The advances in imaging shedding light on diagnosis, prognosis and pathology are welcome in the research world, but as yet they have made very little impact on clinical practice.

One critical issue in achieving this is the standardisation of methodologies for neuroimaging data collection, preprocessing and analysis. Standard work schemes are beginning to emerge driven by the Organisation for Human Brain Mapping [78] and large datasets such as the UK biobank (https://imaging.ukbiobank.ac.uk/) and the Human Connectome Project [79]. However, even with standard methods there remain significant regulatory hurdles that are required to properly assess and register these methods as medical products. This process takes time and energy, probably beyond the scope of the scientists who develop them for their own academic work. Companies would usually take on and scale up such products but may be reluctant to take on methods that are already in the public domain through (hugely valuable) open science initiatives.

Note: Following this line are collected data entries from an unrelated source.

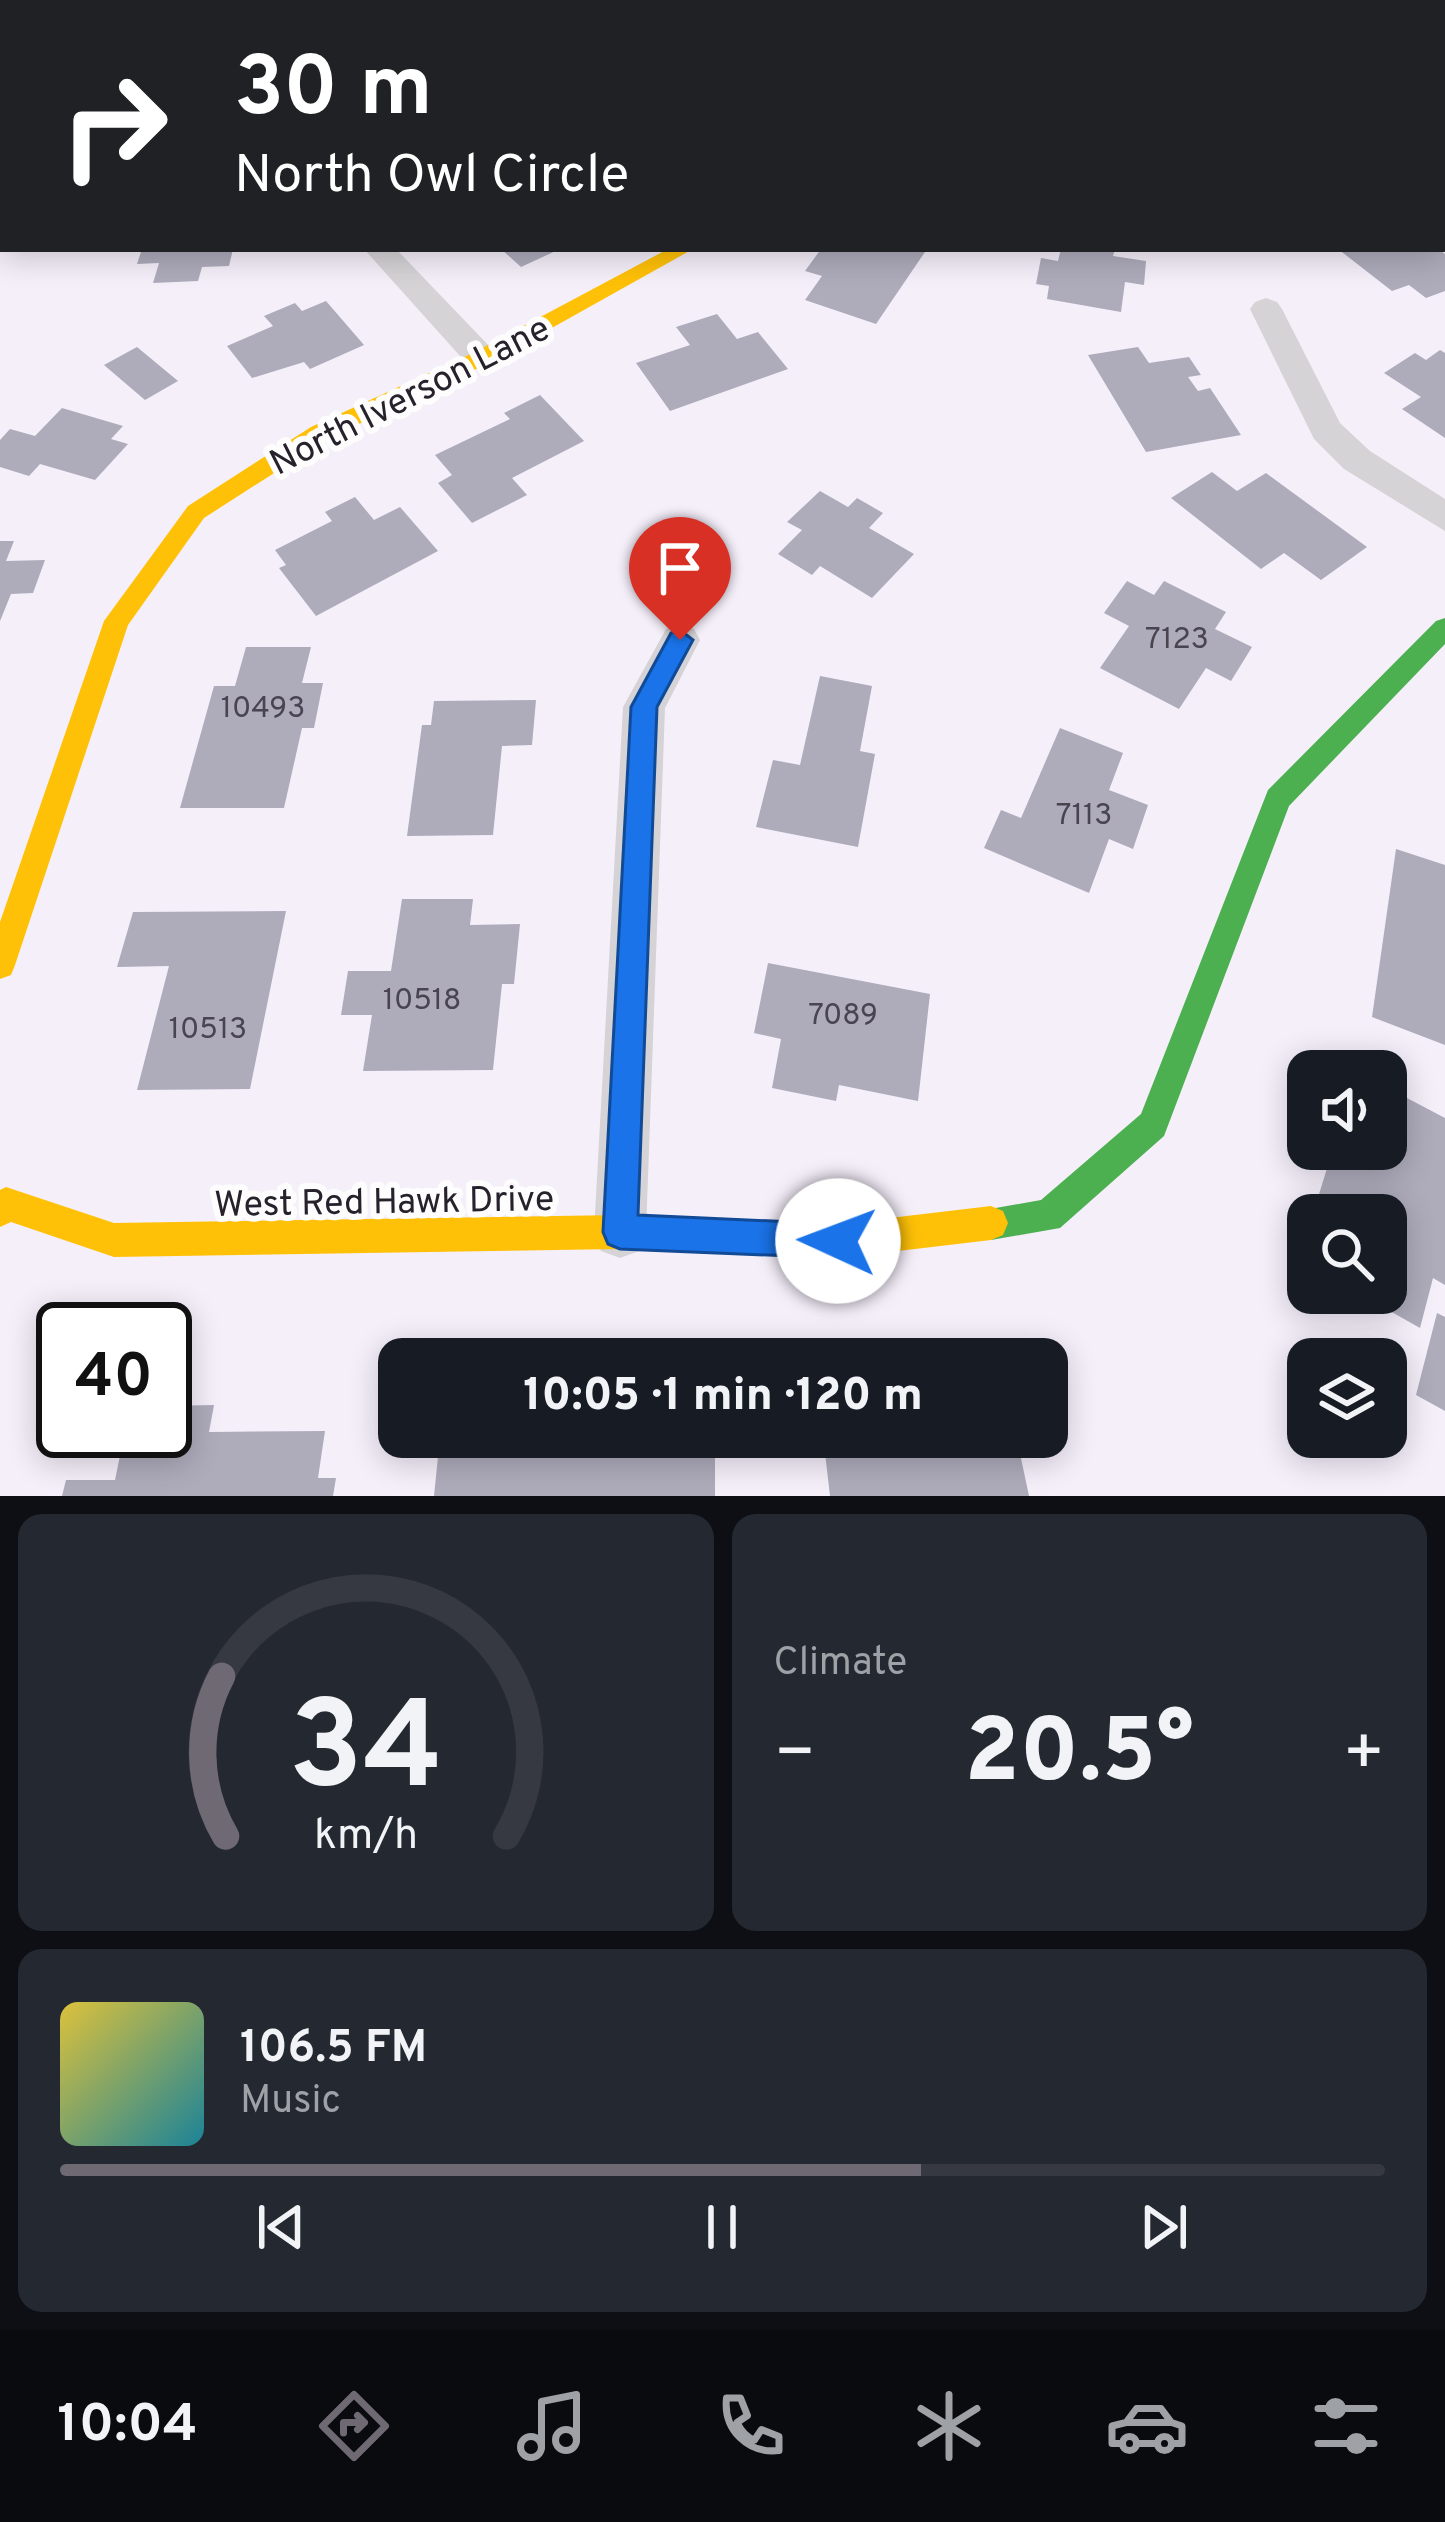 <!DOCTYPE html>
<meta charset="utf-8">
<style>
body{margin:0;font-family:Overpass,sans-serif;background:#242831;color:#f1f3f6;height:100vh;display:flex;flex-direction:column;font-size:45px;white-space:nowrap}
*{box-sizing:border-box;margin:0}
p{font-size:39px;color:#9ea1a6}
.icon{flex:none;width:66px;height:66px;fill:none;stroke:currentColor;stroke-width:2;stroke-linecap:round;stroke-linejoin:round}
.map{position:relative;height:1496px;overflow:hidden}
.details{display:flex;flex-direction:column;gap:18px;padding:18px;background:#0d0f14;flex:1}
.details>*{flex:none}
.banner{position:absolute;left:0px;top:0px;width:1446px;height:252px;box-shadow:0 6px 30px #0003;background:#202124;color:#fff;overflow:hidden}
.controls{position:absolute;left:1287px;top:1050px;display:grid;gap:24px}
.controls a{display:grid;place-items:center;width:120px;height:120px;border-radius:24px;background:#171b24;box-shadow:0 6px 30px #0003;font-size:60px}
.speed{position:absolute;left:36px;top:1302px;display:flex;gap:24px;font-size:60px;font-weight:700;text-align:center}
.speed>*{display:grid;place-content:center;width:156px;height:156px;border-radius:50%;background:#171b24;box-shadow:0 6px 30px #0003;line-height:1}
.speed .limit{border:6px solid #111;border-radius:18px;background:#fff;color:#111}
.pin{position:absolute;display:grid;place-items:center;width:102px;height:102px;color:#fff;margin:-123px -51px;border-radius:50% 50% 50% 0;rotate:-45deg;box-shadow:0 0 12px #0007}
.pin .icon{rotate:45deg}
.me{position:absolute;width:132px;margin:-66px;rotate:272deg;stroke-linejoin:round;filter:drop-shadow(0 0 9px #0008)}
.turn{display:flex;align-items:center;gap:42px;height:252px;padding:0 36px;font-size:54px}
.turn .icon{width:156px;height:156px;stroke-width:2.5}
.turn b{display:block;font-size:84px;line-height:102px}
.big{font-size:90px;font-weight:800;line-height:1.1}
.details .card{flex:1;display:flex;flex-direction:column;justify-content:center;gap:18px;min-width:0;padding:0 42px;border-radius:24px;background:#242831}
.details .dial{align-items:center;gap:0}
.dial svg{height:312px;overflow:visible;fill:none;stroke:#363941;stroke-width:7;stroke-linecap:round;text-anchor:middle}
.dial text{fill:#f1f3f6;stroke:none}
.song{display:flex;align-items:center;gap:36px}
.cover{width:144px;height:144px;border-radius:18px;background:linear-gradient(135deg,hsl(50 70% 55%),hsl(190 70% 35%))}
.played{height:12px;border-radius:6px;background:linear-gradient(90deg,#6f6974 65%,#363941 65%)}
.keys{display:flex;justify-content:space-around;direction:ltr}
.heat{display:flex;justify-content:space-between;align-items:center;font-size:66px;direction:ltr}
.details .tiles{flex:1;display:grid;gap:18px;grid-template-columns:1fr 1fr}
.card:last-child{grid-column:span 2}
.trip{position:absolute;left:378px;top:1338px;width:690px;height:120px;border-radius:24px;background:#171b24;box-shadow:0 6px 30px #0003;font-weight:800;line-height:120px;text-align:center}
.dock{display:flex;height:192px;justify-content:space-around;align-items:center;background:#090b0e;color:#9ea1a6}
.dock .icon{width:84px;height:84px}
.dock .active{color:#6f6974}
.dock b{font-size:54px;color:#f1f3f6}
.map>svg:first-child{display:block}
.building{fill:#aeabbb}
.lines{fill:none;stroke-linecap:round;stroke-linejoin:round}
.path{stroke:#d9d7db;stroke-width:4.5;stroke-dasharray:4.5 6;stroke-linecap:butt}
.street{fill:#d5d3d6;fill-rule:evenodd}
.fast{fill:#4caf50;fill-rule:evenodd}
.slow{fill:#ffc107;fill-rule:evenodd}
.route{fill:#1a73e8;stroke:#114b97;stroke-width:3}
.labels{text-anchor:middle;stroke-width:12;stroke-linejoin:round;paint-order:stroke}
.number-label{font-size:30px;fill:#494450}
.street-label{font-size:36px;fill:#27212c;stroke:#fdfdfd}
</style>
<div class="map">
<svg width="1445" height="1496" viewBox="0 0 1445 1496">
<rect width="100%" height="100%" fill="#f5effa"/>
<g class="building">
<path d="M142 249H233L229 266 202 267 198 281 153 283 159 263 137 264Z"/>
<path d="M501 249H560L521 267Z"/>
<path d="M821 249H927L876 324 805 300 822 276 805 271Z"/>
<path d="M1061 249H1115L1113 256 1146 261 1144 285 1125 282 1121 312 1047 299 1049 286 1036 284 1041 258 1058 261Z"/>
<path d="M1338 249H1439L1445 254V291L1426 298 1409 285 1392 291Z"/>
<path d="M326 301 364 345 310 369 304 362 252 378 227 346 273 326 264 316 295 303 302 311Z"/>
<path d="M717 314 737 339 758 332 788 369 670 411 636 363 690 345 676 327Z"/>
<path d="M137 347 178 381 145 400 104 365Z"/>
<path d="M1138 347 1149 363 1189 357 1201 375 1188 377 1198 391 1210 388 1241 435 1146 452 1088 355Z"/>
<path d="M1440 350 1445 353V438L1402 409 1421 397 1384 373 1415 353 1426 360Z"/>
<path d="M540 395 584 441 512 478 527 495 472 523 438 483 452 475 435 455 510 419 504 413Z"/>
<path d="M62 408 123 426 111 439 128 444 95 480 40 464 29 476 0 467V440L10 429 35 436Z"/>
<path d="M1212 472 1237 491 1266 473 1367 547 1321 580 1284 553 1261 569 1171 498Z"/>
<path d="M820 491 848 507 857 498 883 513 869 528 914 554 872 598 820 566 812 575 778 554 802 530 787 522Z"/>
<path d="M355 497 374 520 400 507 438 551 316 616 279 568 286 565 275 550 332 521 325 512Z"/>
<path d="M0 541H14L6 561 45 560 33 593 11 594 0 621Z"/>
<path d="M1127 581 1154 595 1164 581 1226 612 1215 629 1252 647 1231 681 1206 668 1179 709 1100 668 1129 626 1104 613Z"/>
<path d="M246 647H311L302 683H323L314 728H302L284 808H180L214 686H235Z"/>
<path d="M820 676 872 686 860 751 875 754 858 847 756 827 773 760 800 765Z"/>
<path d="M536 700 532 745 502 746 493 835 407 836 422 725H431L434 701Z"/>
<path d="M1060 728 1123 753 1109 790 1148 805 1133 849 1109 839 1089 893 984 848 1001 810 1021 818Z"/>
<path d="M1396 849 1445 865V1045L1372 1017Z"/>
<path d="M402 899H473L470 925 520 924 514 984H502L493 1070 363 1071 372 1015H341L348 971H391Z"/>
<path d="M286 911 250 1089 137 1090 169 966 117 967 133 912Z"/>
<path d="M768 963 930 994 918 1101 839 1085 836 1101 772 1088 781 1039 754 1033Z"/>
<path d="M1407 1098 1445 1118V1285L1433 1278 1420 1328 1358 1293H1386V1215H1330L1315 1207 1333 1149H1352L1386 1167Z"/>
<path d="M1437 1313 1445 1317V1411L1416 1395Z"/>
<path d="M214 1405 209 1432 325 1431 318 1478H336L333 1496H62L66 1480H115L125 1431H165V1406Z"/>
<path d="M440 1437H623L622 1455H715V1496H434Z"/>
<path d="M894 1437 897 1456 1018 1444 1029 1496H830L824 1444Z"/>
</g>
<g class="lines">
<path class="path" d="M0 221 3 215"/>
<g class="street">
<path d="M281 0H307L279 3Z"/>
<path d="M364 249H396L493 350 498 358 493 366H469Z"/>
<path d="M1266 298 1277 302 1282 309 1340 423 1370 451 1445 499V531L1344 469 1314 439 1250 309 1255 302Z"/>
<path d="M680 624 694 629 700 640 665 708 646 1232 639 1251 620 1258 601 1251 594 1232 623 707 666 629Z"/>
</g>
<g class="fast">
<rect x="0" y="68" width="3" height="10"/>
<path d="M1445 618V644L1289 806 1164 1136 1060 1228 991 1240 979 1235 974 1223 979 1211 1041 1200 1141 1114 1268 790 1436 621Z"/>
</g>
<g class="slow">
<path d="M668 249H693L489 363 327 439 204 518 128 625 15 965 11 975 0 979V922L104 621 188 506 311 427 473 353Z"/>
<path d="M6 1187 114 1223 620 1215 839 1224 991 1206 1003 1211 1008 1223 1003 1235 991 1240 839 1258 620 1249 114 1257 11 1222 0 1227V1190Z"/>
</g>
</g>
<path class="route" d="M680 630 693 640 657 707 638 1215 838 1224 851 1229 856 1241 851 1253 838 1258 620 1249 608 1244 603 1232 631 707 671 633Z"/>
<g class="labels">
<g class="number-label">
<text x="1177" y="648">7123</text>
<text x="263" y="717">10493</text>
<text x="1084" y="824">7113</text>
<text x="422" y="1009">10518</text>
<text x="843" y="1024">7089</text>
<text x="208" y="1038">10513</text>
</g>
<g class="street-label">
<text transform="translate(409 394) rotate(-27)" y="13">North Iverson Lane</text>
<text transform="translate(384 1200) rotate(-1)" y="13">West Red Hawk Drive</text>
</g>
</g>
</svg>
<div class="controls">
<a><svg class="icon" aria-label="sound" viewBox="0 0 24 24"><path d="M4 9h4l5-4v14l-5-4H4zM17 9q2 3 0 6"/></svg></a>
<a><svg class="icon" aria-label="search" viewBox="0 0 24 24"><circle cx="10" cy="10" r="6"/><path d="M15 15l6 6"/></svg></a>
<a><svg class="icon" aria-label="layers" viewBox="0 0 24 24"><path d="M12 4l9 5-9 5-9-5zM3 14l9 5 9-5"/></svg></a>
</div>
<div class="speed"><div class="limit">40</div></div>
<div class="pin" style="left:680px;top:640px;background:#d93025"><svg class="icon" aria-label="arrive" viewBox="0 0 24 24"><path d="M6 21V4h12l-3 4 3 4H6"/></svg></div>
<svg class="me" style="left:838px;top:1241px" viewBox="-20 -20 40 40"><circle r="19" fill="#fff"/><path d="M0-13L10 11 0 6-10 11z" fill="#1a73e8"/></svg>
<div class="trip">10:05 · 1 min · 120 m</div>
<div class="banner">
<div class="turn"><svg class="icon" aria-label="right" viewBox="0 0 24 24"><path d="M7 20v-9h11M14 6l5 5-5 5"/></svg><div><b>30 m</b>North Owl Circle</div></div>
</div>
</div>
<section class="details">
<div class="tiles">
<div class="card dial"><svg viewBox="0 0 100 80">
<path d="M14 69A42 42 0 1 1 86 69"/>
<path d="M14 69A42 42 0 0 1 13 28" stroke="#6f6974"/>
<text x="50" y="56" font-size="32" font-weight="700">34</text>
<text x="50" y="72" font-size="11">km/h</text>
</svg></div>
<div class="card"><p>Climate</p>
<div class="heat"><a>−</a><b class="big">20.5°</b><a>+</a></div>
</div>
<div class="card">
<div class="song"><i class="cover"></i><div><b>106.5 FM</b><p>Music</p></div></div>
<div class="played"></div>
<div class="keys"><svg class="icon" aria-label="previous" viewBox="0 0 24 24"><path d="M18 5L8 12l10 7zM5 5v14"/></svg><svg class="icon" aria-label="pause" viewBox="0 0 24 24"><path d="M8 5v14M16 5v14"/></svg><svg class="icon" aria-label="next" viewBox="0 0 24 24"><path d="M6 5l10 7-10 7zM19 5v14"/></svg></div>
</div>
</div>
</section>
<nav class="dock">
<b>10:04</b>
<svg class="icon active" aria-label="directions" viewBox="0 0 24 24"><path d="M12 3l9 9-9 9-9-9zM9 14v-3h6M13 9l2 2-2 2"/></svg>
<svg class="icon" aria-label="music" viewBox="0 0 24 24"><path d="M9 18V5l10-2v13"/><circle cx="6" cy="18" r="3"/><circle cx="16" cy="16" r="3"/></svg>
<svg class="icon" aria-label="phone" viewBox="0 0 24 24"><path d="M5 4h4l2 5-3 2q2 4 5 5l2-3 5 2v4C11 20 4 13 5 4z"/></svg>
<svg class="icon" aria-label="climate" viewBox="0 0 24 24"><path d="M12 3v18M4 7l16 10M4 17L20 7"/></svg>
<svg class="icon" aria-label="car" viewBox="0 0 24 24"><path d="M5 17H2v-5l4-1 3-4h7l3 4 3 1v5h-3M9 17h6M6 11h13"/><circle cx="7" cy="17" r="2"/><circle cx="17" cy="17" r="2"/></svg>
<svg class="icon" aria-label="filters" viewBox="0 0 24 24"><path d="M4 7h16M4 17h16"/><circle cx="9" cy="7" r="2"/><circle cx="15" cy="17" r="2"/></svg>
</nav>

It may, therefore, fall to clinicians to take the lead to ensure that methods considered standard in academic circles are translated to clinical practice.

The next big thing…?

It is, of course, notoriously difficult to predict future trends in any field. But one modality of MRI that is receiving increasing attention is Quantitative Susceptibility Mapping (QSM). This technique is sensitive to iron, calcium and other magnetic substances [80]. The deposition of iron measured using QSM has been linked with cognition in Alzheimer’s disease [81] and Parkinson’s disease [82]. In Alzheimer’s disease, iron is found in the plaques and tangles that characterise the disease, though there is still some work required to establish what exactly is being identified, for example whether ferrous or ferric iron is picked up by QSM. Although iron chelation therapy is now being trialled in some of these condition, the drugs can cause life-threatening complications of agranulocytosis and neutropenia which tempers ones enthusiasm for them [83], but nevertheless this imaging modality may yet shed light on the role of iron in the aetiology of neurodegeneration, and prove to be a useful non-invasive biomarker.

Conclusions

In conclusion, the field of neuroimaging is maturing from the simple measurement of volume and structure, to a host of methods that can identify better methods for monitoring disease progression and pathology as well as help us to better understand patterns of neurodegeneration, and uncover mechanisms that protect cognitive function in the face of neuropathology. As these methods mature, it will be up to clinicians to lead their translation to the clinical world. If that can be achieved, the revolution in neuroimaging will be complete.